Samedi matin, deux films-témoignages racontent, l’un en Guinée, l’autre en Tunisie, comment l'on vit avec les déterminismes culturels familiaux. Mais la ressemblance des deux films s’arrête là. Un homme pour ma famille de Thierno Souleymane Diallo est un film pour aider le réalisateur à s’en sortir dans la vraie vie. En effet, Thierno est à l’initiative d’une action concernant l’héritage de son père, et il va tenter de réconcilier la famille et permettre ainsi au père disparu de « dormir en paix » et à la famille de récupérer son territoire (sa concession). On pourrait dire que le réalisateur instrumentalise son documentaire au service d’une cause, mais ce serait oublier qu’en chemin, c’est à une exploration de sa société doublée d’une fable poétique que le réalisateur nous convie. Le film de Sonia Ben Slama Tout est écrit n’est pas un film « pour résoudre une question grave », mais un documentaire qui nous fait prendre conscience de la façon dont fonctionne aujourd’hui la relation au mariage et aux hommes pour des jeunes femmes tunisiennes. Le lien familial qui lie la réalisatrice aux personnages, en particulier la grand-mère et la mariée, lui donne une position d’exploratrice-confidente.

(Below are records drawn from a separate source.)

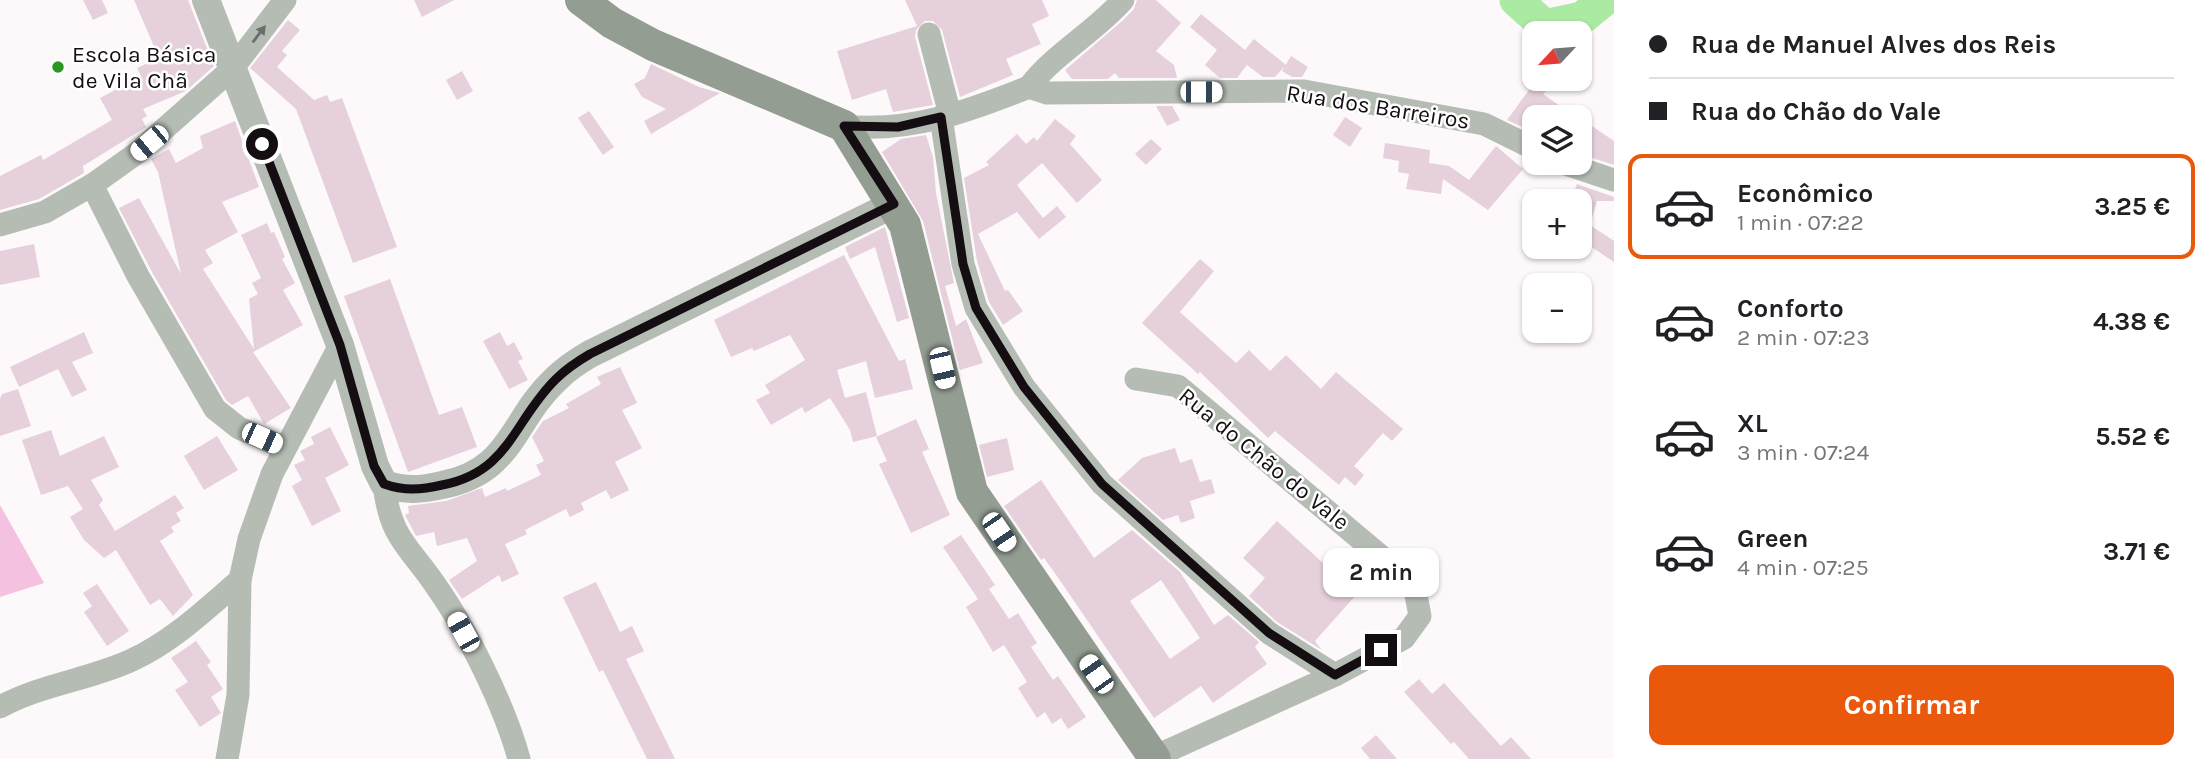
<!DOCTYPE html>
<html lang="pt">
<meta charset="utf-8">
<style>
:root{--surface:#fff;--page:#f2f2f2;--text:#202124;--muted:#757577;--line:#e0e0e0;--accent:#ea580c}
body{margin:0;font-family:Karla,sans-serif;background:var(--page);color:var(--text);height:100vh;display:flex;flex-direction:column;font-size:26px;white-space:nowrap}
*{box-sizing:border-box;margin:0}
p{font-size:23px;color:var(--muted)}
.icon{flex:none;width:38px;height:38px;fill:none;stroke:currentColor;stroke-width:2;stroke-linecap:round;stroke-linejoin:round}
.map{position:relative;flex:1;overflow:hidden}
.side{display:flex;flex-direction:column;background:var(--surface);width:595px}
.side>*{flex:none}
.banner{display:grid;align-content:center;height:154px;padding:0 35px;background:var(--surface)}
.needle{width:46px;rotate:244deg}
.buttons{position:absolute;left:1522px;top:21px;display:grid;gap:14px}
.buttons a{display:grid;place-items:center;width:70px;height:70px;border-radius:14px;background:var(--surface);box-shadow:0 2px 5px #0004;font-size:35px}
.end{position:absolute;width:32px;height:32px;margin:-16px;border:9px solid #140d11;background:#fff;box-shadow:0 0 0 4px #fff}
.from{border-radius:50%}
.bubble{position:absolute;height:49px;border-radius:14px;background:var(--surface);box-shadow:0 2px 5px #0004;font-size:23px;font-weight:700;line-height:49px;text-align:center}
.car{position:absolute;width:21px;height:42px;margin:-21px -10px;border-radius:9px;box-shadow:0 0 5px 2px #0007;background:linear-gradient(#fff 24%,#345 0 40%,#fff 0 76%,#345 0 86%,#fff 0)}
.banner b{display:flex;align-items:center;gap:24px;height:66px;font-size:26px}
.banner b+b{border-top:2px solid var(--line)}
.banner i{width:18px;height:18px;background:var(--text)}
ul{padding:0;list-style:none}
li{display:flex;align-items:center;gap:21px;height:105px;margin:0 14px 10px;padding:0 21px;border:4px solid transparent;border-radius:14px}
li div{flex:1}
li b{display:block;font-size:26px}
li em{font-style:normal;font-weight:700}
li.selected{border-color:var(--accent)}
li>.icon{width:63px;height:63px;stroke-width:1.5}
.action{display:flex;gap:14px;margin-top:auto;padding:14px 35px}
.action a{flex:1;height:80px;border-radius:14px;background:var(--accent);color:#fff;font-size:28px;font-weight:700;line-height:80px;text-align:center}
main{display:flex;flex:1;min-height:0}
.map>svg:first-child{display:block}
.green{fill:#f4c1e0}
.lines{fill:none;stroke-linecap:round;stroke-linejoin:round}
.river{stroke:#aaeaa3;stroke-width:33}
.building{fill:#e5d0dc;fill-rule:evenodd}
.minor{stroke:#b5bcb4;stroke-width:23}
.tertiary{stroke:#b5bcb4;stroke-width:28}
.secondary{stroke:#939d92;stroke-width:32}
.oneway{fill:#6d6d6b}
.route{stroke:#140d11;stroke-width:9}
.poi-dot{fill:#2b9823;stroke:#fff;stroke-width:2.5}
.labels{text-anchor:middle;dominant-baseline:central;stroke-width:5;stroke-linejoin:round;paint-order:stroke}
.poi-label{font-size:23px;fill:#140d11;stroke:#fff;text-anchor:start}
.street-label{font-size:23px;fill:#140d11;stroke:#fff}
</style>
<main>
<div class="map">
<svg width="1614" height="759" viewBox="0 0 1614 759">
<rect width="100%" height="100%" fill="#fdf9fb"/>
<polygon class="green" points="0,505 44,583 0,597"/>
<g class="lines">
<polyline class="river" points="1516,0 1545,26 1582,18 1604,0"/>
</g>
<g class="building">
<polygon points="83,0 102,0 108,13 93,20"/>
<polygon points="134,0 188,0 214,66 186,91 143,109 147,116 142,119 146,127 83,166 84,173 39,199 0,210 0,176 41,155 43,160 112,120 100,98 141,76 137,68 159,58"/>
<polygon points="414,0 454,0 422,17"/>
<polygon points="905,0 1042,0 1049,16 1032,24 1041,44 1006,59 1013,75 960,97 942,30 933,21 925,21 916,30 915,37 933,105 893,112 886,89 852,100 837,51 917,26"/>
<polygon points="1137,0 1156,0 1181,23 1156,51 1174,65 1177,78 1119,78 1115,73 1108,79 1072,79 1065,70 1121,22 1134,9"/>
<polygon points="1201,14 1245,50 1254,39 1286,65 1275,77 1263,77 1247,65 1237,78 1220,78 1205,65 1217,50 1190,27"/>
<polygon points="288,20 300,30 282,51 287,55 277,67 314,100 327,95 330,102 342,98 397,247 353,263 296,109 250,68"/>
<polygon points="1291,56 1308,67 1302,77 1292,77 1282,71"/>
<polygon points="651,64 699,87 720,93 651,134 644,121 666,109 642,97 634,84 645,78"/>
<polygon points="462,71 473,91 457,100 446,80"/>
<polygon points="1537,79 1558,79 1543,94 1576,117 1535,117 1535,133 1507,120"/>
<polygon points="1156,106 1172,106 1180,120 1167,126"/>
<polygon points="589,111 614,147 603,155 578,118"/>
<polygon points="1345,117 1362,128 1350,147 1333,135"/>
<polygon points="1580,118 1614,141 1614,165 1580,154"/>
<polygon points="1055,119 1076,136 1070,144 1102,180 1077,203 1042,163 1017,185 1043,218 1057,206 1066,217 1039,239 1017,212 978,234 1005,291 1008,290 1023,311 1003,325 989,302 977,261 964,178 989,165 986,162 1017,134 1026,144 1034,137 1037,141"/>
<polygon points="235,121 259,187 222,202 238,232 205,250 213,263 203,269 254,349 249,299 258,294 252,283 261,278 241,235 267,223 271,233 274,232 285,257 282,259 295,283 283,290 303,325 253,352 291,408 264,424 248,396 232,405 226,400 152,272 119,208 139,198 181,274 158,172 151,159 169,149 176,163 203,148 200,136"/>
<polygon points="926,135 933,157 936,193 954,283 945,286 956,326 966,319 983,363 960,370 923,221 882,152 901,139"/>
<polygon points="1151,139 1162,149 1146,165 1135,154"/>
<polygon points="1385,143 1430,150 1429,163 1449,166 1469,180 1496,146 1523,169 1488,210 1443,179 1441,194 1406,189 1409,174 1398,172 1399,161 1383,158"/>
<polygon points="1577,184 1614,197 1614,201 1597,201 1590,225 1614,241 1614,262 1584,242 1580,244 1580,201 1571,201"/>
<polygon points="885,227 909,318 897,322 875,247 850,259 845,247"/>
<polygon points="34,244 40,277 0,285 0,251"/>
<polygon points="844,255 899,361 905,359 913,389 875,398 866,361 837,370 845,398 866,392 877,436 853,442 850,430 830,398 805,413 802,407 771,425 756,400 770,393 765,385 805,360 790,335 754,351 752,348 731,357 714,320"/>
<polygon points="1200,259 1214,271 1180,312 1236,363 1249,350 1270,371 1286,355 1321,389 1336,372 1403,429 1392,441 1383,433 1354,466 1364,475 1355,486 1345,477 1339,485 1275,431 1268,438 1200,372 1198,374 1142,323"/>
<polygon points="390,279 439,415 462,407 477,447 408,472 344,296"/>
<polygon points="84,332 93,353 72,362 87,390 72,397 58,369 19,387 10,367"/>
<polygon points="500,332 507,346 514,342 523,359 518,361 528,380 509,389 483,341"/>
<polygon points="620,367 637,403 622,410 642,448 615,462 629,490 611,499 606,490 581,503 584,510 570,517 566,509 525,530 527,534 505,544 519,574 502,582 499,575 462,599 449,580 477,561 467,538 437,546 434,532 416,536 405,515 409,513 408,506 446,501 482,488 485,497 506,488 507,491 541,475 536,465 544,461 532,437 543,421 569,408 566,404 601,384 597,377"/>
<polygon points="18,389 31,426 0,436 0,399 2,394"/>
<polygon points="916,419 929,449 922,452 950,515 911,533 879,464 887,461 876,437"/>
<polygon points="330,427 349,465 325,478 341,511 312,526 292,486 302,480 294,465 305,460 300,451 314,444 311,437"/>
<polygon points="51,430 60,456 104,436 119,467 91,480 103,500 99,505 115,531 175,495 184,508 176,513 181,521 171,527 174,532 160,541 193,595 173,616 160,599 150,605 116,550 104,558 84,540 70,517 83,509 68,486 41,495 22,440"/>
<polygon points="217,436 238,470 204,490 184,456"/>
<polygon points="1007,438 1014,470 987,477 979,445"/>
<polygon points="1175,448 1180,463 1192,459 1200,482 1211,479 1215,493 1190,501 1195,518 1181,523 1178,515 1163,520 1118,480 1142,458"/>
<path d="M1041,480L1094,558L1132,530L1180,572L1214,625L1228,615L1259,642L1255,647L1267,664L1213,703L1201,686L1154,718L1059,579L1044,558L1041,560L1004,506ZM1161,580L1200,638L1170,659L1130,601Z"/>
<polygon points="1277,521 1357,594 1315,641 1322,650 1277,622 1249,596 1265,578 1243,558"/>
<polygon points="961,535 995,585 989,589 1009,619 1018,613 1037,643 1031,647 1053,680 1058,676 1086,717 1068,729 1061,718 1052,724 1045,712 1037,718 1018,688 1027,682 1004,645 993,652 966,607 978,599 943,547"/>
<polygon points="596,582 620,632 632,626 644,651 626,659 675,759 647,759 603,670 599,672 563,597"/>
<polygon points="97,584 129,631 107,646 84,612 92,606 83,593"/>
<polygon points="196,641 211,662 207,665 223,689 211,697 221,713 200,727 175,690 188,682 171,658"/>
<polygon points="1419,679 1432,694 1444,683 1501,746 1511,737 1531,759 1469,759 1454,742 1451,744 1404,692"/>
<polygon points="1376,735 1397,759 1370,759 1361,748"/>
</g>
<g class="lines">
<g class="minor">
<polyline points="929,34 950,115"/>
<path d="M1029,87C1055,53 1095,32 1123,0"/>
<polyline points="941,117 963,264 976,308 1024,387 1102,484 1269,633 1335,675"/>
<path d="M844,126C910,133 969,111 1029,87L1047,93L1304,91L1484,124L1535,149"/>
<polyline points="1563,163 1614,180"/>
<polyline points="92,185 138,276 215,409 239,428 285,448"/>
<polyline points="0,225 45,212 92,185 137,153 233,68 285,0"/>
<polyline points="1136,379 1178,386 1414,584 1420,616 1404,638 1335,675 1154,757"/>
<path d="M384,484C390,538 408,545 436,586C467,630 505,707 519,759"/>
<path d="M0,707C42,684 89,680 132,660C173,641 206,609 240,580"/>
<polyline points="227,759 238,695 240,580 249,539 272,474 340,345"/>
</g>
<path class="tertiary" d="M206,0L340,345L375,466L384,484C405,491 421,490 442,485C513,471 511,421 556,379C566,369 578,361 590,354L894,204"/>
<polyline class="secondary" points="581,0 612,23 653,45 844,126 905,225 972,492 1155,759"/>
</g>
<defs><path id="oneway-solid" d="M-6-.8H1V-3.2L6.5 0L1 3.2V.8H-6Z" transform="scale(1.75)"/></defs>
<use class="oneway" href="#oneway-solid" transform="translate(259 34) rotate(-53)"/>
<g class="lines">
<path class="route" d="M262,144L340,345L374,466L384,484C404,491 421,490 442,485C510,472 513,421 556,379C566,369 578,361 590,354L894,204L844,126L898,127L941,117L963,264L976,308L1024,387L1102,484L1269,633L1335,675L1381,650"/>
</g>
<circle class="poi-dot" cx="58" cy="67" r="7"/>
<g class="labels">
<g class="poi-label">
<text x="72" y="54">Escola Básica<tspan x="72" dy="26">de Vila Chã</tspan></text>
</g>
<g class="street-label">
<text transform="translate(1378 107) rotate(9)">Rua dos Barreiros</text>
<text transform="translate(1264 459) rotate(39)">Rua do Chão do Vale</text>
</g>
</g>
</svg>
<div class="buttons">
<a><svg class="needle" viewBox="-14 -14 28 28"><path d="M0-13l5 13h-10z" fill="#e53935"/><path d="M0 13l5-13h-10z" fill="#757577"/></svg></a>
<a><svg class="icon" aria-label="layers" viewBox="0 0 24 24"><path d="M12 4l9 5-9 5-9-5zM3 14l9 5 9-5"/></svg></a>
<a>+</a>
<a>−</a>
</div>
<i class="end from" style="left:262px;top:144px"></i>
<i class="end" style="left:1381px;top:650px"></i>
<div class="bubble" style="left:1323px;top:548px;width:116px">2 min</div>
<i class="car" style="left:1201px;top:92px;rotate:90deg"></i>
<i class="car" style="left:149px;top:143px;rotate:230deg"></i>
<i class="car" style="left:942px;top:368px;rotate:167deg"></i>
<i class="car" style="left:262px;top:438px;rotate:114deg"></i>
<i class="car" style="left:999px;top:532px;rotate:146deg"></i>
<i class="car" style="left:463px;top:632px;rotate:331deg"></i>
<i class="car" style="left:1096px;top:674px;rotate:325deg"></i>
</div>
<section class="side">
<div class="banner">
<b><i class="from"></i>Rua de Manuel Alves dos Reis</b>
<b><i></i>Rua do Chão do Vale</b>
</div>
<ul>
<li class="selected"><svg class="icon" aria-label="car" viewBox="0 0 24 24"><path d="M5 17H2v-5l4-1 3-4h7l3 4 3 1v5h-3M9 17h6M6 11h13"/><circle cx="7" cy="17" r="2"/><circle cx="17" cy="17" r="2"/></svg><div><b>Econômico</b><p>1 min · 07:22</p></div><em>3.25 €</em></li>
<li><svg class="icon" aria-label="car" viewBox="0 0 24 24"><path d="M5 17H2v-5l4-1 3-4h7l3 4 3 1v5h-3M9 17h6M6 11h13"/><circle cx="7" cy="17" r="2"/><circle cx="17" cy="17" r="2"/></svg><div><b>Conforto</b><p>2 min · 07:23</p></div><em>4.38 €</em></li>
<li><svg class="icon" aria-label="car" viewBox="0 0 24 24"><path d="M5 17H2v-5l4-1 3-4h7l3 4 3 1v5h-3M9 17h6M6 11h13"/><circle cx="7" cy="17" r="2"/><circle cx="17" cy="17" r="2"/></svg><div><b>XL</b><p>3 min · 07:24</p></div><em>5.52 €</em></li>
<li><svg class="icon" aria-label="car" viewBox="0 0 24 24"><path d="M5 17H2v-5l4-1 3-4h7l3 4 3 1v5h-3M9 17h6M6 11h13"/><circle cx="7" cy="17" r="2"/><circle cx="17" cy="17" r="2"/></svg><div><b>Green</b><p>4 min · 07:25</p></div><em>3.71 €</em></li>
</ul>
<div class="action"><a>Confirmar</a></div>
</section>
</main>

Elle nous permet ainsi d’accéder sobrement mais très efficacement à l’intimité et aux limites de ce monde.
Le samedi après-midi est consacré à des histoires individuelles confrontées à la grande histoire : ces films prouvent leur fonction de regard historique et donnent accès, aux citoyens de là-bas comme d’ici, à des pans cachés, minorés ou ignorés de leurs histoires. Le Mythe de Mapout, tourné au Cameroun par Mbog Len Félix Mapout, nous place face à un processus de recherche de la vérité historique. Le réalisateur, à travers une sorte d’enquête familiale, tente de faire le récit du parcours qu’à suivi son père, et dans un double mouvement, souhaite avec ce documentaire réhabiliter le père et ses compagnons « résistants et socialistes » et rendre justice à l’humiliation que l’auteur du film subit depuis l’enfance. C’est ainsi que l’on découvre entre autres que ces « résistants » au Cameroun sont encore aujourd’hui au mieux des oubliés de l’histoire, au pire considérés comme des terroristes. Dans Histoires d’un procès, Alexandra Garcia-Vilà et Franck Moulin sont sur une équation basique : donner à voir les images du procès qui condamne la junte de Videla et ses acolytes et montrer la détermination qui aboutit au procès afin que la vérité soit établie. Ce film explicitement politique s’inscrit dans cette tradition des films qui témoignent. C’est le prolongement par la mémoire documentaire de la justice des hommes. Le cinéma comme témoin et outil de prolongement des luttes. Enfin, pour clore ce pas de deux entre histoire et Histoire, le film d’Arlette Pacquit Héritiers du Vietnam, où il est question de se reconstruire en retournant sur le territoire perdu de l’enfance. Le but final du voyage, le Vietnam, est évidemment débordé par l’intensité du trajet. C’est ce trajet que saisit la réalisatrice en filmant avec beaucoup de finesse l’intimité d’un processus de reconstruction de quelques personnes choisies. Le cinéma est ici convoqué comme enregistrement et mémoire de quelques témoignages de vies abîmées par le tragique de l’Histoire.
Enfin, samedi soir, La Voix des statuettes, où Pascale Touloulou part à la découverte de l’histoire de masques et de statuettes. La réalisatrice mène un film-enquête laissant la part belle au cinéma direct. Elle endosse aussi dans quelques séquences le rôle de personnage. Ce film est une plongée anthropologique doublée d’une histoire personnelle, un beau final.

Jean-Marie Barbe


En complément de ce programme, les États généraux vous proposent La Chambre bleue de Paul Costes, présenté au Tënk de Lussas et lauréat de la bourse « Brouillon d’un rêve ».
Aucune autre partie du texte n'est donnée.